The birth of Unichain may mark the beginning of the decline of Ethereum's dominance, as mainstream protocols like Uniswap transfer value and activity away from Ethereum, ultimately relegating Ethereum to a simple settlement layer.

The influence of Uniswap is undeniable.

As the largest decentralized exchange (DEX), Uniswap has millions of users, and a large amount of liquidity on Ethereum is traded through its protocol.

Now, Uniswap has announced the launch of its own blockchain, Unichain, which may mark a strategic shift in the blockchain paradigm - from the traditional "fat protocol theory" to the upcoming "fat application theory".
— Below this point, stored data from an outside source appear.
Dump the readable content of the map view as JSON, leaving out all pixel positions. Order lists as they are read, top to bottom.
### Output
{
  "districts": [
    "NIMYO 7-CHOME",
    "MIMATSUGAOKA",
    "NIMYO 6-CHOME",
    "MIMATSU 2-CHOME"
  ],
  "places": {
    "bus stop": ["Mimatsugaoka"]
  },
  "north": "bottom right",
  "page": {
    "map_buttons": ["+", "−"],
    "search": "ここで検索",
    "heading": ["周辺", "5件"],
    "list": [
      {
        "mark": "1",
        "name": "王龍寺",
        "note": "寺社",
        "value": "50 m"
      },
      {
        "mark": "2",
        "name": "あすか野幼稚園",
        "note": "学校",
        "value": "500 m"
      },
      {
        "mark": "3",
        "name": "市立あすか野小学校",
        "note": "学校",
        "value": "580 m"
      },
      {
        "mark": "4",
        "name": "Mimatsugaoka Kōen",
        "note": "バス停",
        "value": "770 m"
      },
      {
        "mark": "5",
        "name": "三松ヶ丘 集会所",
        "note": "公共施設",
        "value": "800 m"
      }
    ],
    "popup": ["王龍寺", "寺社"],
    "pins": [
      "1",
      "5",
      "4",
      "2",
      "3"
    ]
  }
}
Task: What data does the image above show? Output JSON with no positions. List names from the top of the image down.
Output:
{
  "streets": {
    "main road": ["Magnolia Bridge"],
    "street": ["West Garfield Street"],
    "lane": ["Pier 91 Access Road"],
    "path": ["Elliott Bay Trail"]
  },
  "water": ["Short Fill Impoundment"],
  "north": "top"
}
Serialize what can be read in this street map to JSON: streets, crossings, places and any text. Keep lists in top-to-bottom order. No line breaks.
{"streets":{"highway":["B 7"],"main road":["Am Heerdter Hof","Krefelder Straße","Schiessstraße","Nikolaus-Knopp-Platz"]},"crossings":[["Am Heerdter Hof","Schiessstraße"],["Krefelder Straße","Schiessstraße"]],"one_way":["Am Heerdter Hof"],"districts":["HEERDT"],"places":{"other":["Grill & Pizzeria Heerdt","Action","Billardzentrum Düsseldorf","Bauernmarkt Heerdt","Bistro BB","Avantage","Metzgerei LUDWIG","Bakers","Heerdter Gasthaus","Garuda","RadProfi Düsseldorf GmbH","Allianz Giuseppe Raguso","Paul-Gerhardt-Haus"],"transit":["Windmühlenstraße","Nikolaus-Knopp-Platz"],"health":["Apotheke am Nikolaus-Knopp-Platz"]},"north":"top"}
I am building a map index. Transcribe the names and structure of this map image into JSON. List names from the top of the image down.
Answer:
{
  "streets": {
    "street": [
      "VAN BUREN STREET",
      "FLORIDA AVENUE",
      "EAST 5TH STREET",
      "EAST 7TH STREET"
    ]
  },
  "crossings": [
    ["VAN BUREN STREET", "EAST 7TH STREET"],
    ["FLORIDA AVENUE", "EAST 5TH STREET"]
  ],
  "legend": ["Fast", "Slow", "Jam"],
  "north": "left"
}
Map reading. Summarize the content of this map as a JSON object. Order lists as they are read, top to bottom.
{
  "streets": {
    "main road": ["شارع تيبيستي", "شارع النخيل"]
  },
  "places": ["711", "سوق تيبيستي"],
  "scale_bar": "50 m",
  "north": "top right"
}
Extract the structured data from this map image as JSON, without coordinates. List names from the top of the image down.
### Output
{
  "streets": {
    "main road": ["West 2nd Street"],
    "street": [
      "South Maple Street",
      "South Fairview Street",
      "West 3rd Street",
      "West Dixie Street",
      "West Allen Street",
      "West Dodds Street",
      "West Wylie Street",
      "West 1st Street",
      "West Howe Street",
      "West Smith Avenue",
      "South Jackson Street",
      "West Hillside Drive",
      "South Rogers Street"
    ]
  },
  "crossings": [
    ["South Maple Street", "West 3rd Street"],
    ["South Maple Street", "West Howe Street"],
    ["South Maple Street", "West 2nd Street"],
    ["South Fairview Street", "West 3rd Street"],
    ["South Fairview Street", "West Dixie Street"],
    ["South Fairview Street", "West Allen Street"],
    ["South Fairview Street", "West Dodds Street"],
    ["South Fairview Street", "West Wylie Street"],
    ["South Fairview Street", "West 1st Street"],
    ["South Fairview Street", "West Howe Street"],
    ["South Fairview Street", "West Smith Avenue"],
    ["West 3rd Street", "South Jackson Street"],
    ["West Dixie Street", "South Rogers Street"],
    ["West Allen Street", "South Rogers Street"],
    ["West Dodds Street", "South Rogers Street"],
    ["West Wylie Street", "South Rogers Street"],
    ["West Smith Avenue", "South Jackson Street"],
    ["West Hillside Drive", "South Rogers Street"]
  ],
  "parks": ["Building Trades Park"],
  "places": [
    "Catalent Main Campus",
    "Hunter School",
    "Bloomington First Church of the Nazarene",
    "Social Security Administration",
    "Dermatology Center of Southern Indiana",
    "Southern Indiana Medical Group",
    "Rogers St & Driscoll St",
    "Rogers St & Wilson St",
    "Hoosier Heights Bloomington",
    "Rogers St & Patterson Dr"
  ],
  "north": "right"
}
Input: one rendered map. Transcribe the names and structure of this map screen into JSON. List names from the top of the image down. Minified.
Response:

As Uniswap seeks to consolidate its dominant position, this development raises key questions about Ethereum's future, the value of ETH as an asset, and the potential restructuring of decentralized finance (DeFi) liquidity and user experience.

Here, I have compiled some of my thoughts and findings:

Key Highlights:

Shift to "Fat Application Theory" Strategy Uniswap takes control of its own blockchain through Unichain, capturing more value from transaction fees and infrastructure.

Solve Scalability Issues with Flash Blocks and TEEs Faster transaction speeds (200-250 milliseconds) and lower gas fees improve user experience and network performance.

Minimize MEV Reducing MEV attacks through fair gas auctions could save users up to $1 billion per year.

Liquidity Aggregation The centralized liquidity hub on Unichain reduces fragmentation and improves cross-layer pricing efficiency for Layer 2.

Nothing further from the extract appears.